● WHAT YOU WILL DO
The count of lines below that include the string "green" is the whole answer; write it alone.

● DATA UNDER STUDY
————————

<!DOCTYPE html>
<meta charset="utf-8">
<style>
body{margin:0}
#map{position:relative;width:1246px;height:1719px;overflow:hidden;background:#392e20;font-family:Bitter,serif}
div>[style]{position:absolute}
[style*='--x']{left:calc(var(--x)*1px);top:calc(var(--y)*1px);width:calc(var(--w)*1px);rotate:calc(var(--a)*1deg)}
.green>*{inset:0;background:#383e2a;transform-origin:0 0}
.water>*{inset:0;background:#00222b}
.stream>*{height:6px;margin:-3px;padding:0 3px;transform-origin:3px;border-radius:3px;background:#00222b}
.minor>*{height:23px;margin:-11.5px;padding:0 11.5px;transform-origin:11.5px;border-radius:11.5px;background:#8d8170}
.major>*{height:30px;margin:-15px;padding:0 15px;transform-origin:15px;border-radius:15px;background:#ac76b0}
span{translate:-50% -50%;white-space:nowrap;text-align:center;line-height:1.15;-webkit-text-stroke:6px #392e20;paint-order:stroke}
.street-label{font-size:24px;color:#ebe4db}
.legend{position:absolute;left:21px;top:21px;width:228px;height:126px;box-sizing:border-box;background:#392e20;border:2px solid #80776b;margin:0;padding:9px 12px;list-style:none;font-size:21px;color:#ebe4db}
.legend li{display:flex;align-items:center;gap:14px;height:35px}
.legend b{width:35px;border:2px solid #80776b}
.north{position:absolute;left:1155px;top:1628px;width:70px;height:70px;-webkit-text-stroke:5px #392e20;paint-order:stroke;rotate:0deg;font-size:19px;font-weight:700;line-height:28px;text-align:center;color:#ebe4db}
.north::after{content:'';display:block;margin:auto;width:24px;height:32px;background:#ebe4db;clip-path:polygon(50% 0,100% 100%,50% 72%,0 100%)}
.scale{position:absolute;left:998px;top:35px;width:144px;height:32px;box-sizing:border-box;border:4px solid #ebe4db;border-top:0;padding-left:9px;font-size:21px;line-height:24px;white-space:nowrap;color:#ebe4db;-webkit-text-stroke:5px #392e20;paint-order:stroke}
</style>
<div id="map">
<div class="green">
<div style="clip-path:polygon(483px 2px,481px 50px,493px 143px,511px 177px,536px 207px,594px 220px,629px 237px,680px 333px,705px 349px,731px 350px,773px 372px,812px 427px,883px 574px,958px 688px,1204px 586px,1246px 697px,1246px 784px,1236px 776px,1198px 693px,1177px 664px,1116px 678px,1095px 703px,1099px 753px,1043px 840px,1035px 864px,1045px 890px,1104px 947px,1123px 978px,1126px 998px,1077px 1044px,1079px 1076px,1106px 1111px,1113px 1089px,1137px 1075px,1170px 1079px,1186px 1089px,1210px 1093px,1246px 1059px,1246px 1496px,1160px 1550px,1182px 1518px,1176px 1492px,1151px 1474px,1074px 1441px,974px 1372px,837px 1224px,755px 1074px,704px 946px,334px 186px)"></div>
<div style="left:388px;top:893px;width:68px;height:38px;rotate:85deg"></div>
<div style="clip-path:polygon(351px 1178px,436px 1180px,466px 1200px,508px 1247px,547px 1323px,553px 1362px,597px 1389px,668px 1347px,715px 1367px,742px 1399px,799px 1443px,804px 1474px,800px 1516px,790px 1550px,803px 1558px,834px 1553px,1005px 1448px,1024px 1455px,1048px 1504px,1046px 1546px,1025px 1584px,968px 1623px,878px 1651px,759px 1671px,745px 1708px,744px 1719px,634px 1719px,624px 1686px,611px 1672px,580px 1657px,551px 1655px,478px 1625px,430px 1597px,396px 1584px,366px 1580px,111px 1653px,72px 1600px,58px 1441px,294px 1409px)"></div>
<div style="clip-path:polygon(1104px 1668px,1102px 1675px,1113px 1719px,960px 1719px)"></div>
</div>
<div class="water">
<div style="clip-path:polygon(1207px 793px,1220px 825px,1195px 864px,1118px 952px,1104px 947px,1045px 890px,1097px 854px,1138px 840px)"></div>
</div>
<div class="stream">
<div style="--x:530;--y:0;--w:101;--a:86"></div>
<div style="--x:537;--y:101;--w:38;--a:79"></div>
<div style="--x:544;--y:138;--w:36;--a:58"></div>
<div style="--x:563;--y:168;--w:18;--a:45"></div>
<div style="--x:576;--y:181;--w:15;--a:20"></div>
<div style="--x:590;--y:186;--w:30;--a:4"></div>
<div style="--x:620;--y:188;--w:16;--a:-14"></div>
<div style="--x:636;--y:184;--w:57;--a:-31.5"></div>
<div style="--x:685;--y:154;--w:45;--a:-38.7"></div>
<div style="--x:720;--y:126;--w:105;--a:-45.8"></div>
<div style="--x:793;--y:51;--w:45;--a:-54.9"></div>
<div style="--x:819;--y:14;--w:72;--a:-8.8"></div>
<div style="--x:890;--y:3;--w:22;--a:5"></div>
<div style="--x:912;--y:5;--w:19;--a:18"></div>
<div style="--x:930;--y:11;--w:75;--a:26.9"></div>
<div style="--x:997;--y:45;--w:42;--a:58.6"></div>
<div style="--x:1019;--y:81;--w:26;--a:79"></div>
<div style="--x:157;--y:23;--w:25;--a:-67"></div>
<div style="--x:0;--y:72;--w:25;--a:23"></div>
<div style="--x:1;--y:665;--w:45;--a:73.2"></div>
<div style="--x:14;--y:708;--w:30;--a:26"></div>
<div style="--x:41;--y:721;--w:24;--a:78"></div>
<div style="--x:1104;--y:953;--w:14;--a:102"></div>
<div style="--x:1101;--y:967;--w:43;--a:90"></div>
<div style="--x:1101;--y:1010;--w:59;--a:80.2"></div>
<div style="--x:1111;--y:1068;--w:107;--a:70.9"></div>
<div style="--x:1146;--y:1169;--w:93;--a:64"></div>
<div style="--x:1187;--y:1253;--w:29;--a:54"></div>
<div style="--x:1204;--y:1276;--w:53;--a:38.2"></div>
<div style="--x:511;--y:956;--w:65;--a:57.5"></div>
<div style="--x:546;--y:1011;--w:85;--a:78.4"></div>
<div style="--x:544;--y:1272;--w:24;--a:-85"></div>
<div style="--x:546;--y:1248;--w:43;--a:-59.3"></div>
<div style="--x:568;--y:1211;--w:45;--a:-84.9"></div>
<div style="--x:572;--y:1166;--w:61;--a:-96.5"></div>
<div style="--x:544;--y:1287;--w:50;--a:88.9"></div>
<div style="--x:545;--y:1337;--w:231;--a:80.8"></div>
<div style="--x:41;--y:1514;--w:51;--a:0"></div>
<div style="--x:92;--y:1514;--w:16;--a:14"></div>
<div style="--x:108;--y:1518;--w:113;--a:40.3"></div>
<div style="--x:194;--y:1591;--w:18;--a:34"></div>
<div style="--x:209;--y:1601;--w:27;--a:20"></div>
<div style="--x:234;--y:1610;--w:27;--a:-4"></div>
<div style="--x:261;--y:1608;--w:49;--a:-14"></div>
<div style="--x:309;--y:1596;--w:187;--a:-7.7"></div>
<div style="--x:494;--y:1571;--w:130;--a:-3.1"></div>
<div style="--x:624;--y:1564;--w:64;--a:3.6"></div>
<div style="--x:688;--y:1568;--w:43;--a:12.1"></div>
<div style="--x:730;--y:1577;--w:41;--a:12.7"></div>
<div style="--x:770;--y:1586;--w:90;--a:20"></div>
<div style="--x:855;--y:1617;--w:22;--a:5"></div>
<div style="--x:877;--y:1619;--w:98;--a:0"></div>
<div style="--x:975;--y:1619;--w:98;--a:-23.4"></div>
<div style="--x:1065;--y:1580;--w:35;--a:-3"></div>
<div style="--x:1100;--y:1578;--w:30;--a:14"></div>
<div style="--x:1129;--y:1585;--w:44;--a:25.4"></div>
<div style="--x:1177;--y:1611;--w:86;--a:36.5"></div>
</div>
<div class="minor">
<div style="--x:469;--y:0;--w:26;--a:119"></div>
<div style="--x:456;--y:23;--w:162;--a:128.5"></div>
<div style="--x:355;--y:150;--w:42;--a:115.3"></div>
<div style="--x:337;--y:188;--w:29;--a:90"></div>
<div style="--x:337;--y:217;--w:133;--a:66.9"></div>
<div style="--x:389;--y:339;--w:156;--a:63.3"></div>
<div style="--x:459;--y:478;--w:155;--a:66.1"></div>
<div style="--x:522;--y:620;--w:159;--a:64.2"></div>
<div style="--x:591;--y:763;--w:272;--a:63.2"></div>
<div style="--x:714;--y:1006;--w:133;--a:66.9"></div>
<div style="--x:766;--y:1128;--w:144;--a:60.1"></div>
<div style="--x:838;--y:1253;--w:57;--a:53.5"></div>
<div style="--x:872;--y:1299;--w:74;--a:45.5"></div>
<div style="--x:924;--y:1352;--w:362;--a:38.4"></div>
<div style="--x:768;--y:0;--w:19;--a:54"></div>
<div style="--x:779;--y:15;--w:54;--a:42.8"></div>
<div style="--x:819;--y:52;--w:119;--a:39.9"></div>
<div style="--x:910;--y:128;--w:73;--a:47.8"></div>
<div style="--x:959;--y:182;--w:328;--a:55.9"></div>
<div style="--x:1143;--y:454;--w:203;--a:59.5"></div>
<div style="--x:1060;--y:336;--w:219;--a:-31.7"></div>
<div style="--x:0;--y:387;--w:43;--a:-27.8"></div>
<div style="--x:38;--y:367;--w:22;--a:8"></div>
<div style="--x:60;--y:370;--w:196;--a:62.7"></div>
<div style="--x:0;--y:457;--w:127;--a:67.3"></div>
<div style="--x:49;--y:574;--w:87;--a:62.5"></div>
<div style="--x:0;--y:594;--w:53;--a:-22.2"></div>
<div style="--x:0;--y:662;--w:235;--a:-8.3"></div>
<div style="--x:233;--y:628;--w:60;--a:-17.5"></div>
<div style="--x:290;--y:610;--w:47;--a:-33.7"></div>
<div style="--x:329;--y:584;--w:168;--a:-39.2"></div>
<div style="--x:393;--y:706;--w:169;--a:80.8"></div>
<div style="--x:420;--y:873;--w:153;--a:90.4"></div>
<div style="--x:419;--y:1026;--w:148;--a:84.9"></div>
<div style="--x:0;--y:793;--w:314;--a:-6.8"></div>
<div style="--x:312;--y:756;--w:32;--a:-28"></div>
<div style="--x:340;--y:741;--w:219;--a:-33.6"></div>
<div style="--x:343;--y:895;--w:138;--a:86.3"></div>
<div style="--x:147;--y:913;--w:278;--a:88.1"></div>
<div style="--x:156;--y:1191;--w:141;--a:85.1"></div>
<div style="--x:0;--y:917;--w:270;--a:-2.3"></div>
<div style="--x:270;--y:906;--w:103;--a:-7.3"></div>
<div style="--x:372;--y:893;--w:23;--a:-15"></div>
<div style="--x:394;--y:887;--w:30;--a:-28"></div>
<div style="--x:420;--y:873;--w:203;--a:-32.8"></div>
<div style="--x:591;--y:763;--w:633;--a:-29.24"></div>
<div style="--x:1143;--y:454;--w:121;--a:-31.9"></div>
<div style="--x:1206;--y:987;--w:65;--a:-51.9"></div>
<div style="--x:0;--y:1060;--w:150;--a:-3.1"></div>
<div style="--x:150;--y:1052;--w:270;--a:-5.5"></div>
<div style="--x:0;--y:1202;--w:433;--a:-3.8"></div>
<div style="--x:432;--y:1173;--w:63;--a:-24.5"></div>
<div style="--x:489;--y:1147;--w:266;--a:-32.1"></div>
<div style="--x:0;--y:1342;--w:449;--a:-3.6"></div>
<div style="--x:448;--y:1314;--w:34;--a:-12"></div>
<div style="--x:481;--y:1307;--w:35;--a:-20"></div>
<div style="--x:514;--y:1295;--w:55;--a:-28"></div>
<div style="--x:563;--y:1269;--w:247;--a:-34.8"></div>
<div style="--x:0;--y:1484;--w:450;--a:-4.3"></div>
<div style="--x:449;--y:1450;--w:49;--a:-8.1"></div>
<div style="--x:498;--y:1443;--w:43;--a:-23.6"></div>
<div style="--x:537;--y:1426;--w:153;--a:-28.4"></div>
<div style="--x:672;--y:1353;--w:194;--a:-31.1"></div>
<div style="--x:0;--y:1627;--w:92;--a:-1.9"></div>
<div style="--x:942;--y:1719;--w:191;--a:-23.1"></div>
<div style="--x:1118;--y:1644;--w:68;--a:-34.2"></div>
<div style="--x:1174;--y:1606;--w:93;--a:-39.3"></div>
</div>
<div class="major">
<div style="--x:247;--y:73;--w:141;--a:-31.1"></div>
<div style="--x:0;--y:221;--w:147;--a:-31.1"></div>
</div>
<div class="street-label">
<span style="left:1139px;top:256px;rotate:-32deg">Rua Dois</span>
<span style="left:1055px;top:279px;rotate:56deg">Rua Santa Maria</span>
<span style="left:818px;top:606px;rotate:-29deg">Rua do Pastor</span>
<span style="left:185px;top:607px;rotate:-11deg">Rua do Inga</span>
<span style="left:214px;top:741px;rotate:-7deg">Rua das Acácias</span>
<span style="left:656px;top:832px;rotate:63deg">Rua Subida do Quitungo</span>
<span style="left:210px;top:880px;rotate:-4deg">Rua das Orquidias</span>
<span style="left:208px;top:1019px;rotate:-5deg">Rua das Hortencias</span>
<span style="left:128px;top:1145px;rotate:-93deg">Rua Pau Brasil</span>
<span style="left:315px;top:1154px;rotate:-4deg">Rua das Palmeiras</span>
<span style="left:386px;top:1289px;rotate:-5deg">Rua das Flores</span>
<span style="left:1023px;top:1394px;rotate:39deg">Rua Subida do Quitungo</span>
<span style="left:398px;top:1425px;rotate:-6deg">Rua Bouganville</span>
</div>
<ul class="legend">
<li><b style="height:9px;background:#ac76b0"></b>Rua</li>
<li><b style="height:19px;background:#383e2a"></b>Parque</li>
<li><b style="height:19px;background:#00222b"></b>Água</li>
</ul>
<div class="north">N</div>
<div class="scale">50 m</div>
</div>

————————

● OUTPUT
2